Thomson Scientific, in a report published this summer, called MitoQ one of the five most promising drugs to enter Phase II. The drug blocks mitochondrial oxidative damage, one of the key underlying mechanisms of Parkinson's, Thomson noted, and Antipodean is exploring MitoQ's potential for treating retinal degeneration, Alzheimer's disease, Friedreich's ataxia (a progressive disorder of the nervous system and muscles) and cardiac ischemia.

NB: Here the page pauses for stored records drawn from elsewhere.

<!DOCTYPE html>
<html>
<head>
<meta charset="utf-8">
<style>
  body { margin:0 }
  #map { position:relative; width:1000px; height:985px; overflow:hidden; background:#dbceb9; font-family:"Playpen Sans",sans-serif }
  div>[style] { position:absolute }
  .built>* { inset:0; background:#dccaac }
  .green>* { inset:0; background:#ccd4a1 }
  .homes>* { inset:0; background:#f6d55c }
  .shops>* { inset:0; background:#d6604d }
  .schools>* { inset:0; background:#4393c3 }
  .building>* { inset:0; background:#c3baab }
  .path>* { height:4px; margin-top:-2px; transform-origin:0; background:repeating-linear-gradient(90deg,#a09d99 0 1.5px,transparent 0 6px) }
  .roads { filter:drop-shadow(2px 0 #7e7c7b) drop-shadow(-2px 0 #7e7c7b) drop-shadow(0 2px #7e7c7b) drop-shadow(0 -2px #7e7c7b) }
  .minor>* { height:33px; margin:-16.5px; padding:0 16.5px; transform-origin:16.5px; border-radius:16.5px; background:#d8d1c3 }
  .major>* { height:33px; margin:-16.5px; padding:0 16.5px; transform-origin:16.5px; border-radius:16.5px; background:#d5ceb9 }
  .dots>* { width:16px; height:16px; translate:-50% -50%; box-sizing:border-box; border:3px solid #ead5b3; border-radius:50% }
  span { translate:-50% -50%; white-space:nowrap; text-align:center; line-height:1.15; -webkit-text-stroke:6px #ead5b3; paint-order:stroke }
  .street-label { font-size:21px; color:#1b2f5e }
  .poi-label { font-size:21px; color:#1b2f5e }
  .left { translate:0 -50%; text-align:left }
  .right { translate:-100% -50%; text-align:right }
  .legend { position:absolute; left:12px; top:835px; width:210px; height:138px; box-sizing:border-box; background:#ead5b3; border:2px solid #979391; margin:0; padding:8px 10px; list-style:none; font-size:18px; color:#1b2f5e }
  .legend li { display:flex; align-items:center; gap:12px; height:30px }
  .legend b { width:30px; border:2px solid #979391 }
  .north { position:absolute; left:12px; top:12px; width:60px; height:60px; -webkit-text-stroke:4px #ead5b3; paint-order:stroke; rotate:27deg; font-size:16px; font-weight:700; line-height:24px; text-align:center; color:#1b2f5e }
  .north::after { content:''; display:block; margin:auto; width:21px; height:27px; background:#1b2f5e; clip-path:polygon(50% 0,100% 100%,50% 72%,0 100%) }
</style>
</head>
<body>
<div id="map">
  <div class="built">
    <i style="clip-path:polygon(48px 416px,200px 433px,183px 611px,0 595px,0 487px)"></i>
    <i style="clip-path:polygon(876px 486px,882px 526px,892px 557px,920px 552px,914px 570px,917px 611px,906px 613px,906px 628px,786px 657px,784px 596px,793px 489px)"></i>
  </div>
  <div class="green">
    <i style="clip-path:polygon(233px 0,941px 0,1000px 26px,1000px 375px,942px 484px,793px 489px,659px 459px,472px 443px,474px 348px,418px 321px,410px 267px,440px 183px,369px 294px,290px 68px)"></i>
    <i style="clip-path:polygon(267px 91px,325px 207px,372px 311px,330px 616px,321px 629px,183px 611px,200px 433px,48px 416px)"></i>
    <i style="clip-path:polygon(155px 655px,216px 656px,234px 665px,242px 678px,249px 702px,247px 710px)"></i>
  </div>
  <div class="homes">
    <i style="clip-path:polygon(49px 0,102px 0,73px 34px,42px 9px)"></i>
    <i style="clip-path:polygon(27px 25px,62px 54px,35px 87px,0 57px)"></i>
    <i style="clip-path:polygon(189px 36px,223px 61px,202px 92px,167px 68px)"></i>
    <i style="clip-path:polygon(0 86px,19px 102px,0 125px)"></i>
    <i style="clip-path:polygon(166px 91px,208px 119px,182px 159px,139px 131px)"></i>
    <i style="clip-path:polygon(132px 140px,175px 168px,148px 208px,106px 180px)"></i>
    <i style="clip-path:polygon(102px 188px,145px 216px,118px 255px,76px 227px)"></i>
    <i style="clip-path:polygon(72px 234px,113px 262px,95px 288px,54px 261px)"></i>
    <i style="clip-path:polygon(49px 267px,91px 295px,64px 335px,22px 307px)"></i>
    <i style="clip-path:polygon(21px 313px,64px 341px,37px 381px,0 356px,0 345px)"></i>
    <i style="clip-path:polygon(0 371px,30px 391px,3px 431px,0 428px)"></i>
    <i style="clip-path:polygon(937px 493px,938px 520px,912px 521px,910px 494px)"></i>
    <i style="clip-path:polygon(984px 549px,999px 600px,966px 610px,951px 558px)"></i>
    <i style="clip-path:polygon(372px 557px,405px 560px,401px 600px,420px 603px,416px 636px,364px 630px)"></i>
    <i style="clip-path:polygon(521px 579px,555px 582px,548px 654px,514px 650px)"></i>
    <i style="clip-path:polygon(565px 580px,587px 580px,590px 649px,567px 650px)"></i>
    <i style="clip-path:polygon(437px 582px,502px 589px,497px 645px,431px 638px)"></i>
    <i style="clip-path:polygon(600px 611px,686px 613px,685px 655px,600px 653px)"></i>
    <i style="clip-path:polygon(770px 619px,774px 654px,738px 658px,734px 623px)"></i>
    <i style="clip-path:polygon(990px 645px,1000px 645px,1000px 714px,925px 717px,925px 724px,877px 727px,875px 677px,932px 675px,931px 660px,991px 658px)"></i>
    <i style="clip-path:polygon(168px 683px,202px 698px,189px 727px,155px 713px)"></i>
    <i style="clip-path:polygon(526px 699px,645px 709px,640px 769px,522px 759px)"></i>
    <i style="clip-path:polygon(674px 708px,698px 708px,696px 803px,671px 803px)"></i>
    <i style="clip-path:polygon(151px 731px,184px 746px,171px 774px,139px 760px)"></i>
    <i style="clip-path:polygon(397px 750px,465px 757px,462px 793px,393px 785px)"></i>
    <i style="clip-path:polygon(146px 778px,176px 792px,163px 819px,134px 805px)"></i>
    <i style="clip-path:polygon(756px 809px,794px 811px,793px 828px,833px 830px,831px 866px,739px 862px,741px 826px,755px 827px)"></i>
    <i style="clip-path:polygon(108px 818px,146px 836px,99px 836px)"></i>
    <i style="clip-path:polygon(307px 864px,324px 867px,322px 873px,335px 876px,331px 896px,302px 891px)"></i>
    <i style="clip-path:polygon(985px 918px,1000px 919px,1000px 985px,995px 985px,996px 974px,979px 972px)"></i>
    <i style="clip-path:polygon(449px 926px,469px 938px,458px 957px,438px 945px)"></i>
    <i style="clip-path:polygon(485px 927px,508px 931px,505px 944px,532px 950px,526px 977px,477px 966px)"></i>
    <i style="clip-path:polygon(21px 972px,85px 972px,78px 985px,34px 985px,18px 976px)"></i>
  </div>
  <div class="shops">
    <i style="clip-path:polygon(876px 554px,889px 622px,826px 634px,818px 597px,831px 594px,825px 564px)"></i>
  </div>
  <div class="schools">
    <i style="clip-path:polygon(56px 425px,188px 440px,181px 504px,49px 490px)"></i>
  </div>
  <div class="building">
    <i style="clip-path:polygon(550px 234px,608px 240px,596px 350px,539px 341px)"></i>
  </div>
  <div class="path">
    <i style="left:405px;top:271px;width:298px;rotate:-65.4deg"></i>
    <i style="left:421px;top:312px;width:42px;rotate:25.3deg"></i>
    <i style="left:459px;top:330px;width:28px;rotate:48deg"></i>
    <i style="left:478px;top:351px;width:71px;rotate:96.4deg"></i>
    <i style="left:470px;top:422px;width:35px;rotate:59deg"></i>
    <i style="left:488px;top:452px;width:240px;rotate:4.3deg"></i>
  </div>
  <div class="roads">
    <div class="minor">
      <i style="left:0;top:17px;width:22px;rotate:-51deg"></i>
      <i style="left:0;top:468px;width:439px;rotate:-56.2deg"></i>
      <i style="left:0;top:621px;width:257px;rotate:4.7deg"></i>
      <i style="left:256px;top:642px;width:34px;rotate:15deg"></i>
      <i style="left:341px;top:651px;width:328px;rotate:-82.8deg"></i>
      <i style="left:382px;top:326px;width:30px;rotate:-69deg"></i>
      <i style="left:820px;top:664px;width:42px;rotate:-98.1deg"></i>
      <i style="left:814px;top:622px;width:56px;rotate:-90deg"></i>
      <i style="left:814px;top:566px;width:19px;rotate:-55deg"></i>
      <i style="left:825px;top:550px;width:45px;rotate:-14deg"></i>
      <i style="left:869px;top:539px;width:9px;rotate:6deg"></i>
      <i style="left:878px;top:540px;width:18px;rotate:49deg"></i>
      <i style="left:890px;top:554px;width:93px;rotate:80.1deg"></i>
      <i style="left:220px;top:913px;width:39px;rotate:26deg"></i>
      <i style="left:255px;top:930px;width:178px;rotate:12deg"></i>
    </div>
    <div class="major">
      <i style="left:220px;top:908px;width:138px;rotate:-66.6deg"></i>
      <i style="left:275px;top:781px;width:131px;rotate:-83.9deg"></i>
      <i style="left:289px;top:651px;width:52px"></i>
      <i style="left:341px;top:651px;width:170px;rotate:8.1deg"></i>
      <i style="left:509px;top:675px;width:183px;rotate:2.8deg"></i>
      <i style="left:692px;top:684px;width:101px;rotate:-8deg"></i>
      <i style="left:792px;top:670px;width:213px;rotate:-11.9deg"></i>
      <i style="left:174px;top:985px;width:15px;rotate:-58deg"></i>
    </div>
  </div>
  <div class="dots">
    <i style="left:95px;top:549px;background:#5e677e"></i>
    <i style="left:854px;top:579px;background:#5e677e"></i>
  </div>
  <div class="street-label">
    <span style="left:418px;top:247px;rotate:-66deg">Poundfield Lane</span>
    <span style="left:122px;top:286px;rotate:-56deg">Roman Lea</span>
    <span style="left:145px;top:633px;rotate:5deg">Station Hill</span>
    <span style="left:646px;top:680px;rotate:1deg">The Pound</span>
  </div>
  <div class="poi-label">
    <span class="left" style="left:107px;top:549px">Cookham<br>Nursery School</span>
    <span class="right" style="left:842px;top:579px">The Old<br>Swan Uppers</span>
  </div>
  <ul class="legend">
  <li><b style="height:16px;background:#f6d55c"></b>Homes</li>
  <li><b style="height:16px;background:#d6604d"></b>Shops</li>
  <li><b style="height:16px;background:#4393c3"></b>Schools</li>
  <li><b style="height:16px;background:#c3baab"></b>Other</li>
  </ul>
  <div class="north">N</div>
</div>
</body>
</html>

Pitler said it's too early to tell how much Neurogen might be able to improve the titration period with aplindore over existing therapies. "Wyeth has done a fair amount of work, pushing the titration pretty hard," he said. "But anti-psychotics are not typically titrated."

Davis said most therapies in the works have been proved to offer only symptomatic relief, and aplindore finds itself in the same boat - but if the quality of life can be improved by cutting back side effects, that would be considered an advance, in Parkinson's and RLS, which is sometimes underplayed.

Another firm with efforts under way in the RLS space is XenoPort Inc., which has XP13512 in Phase III trials. XenoPort's technology deploys transporter proteins as molecular "targets," and uses medicinal chemistry techniques to transform drugs into substrates for the transporters. XP13512 is described as a Transported Prodrug of gabapentin, a generic compound primarily used to treat neuropathic pain.

Having RLS - a disorder characterized by an urge to move one's legs, often accompanied by sensations of burning, creeping, tugging or tingling - is bad enough, Davis said; to endure the problems that come as a result of trying to treat the condition worsens the whole picture, as researchers find in their contacts with the afflicted.

"You really develop an appreciation that this is a debilitating disorder in severe patients," he said.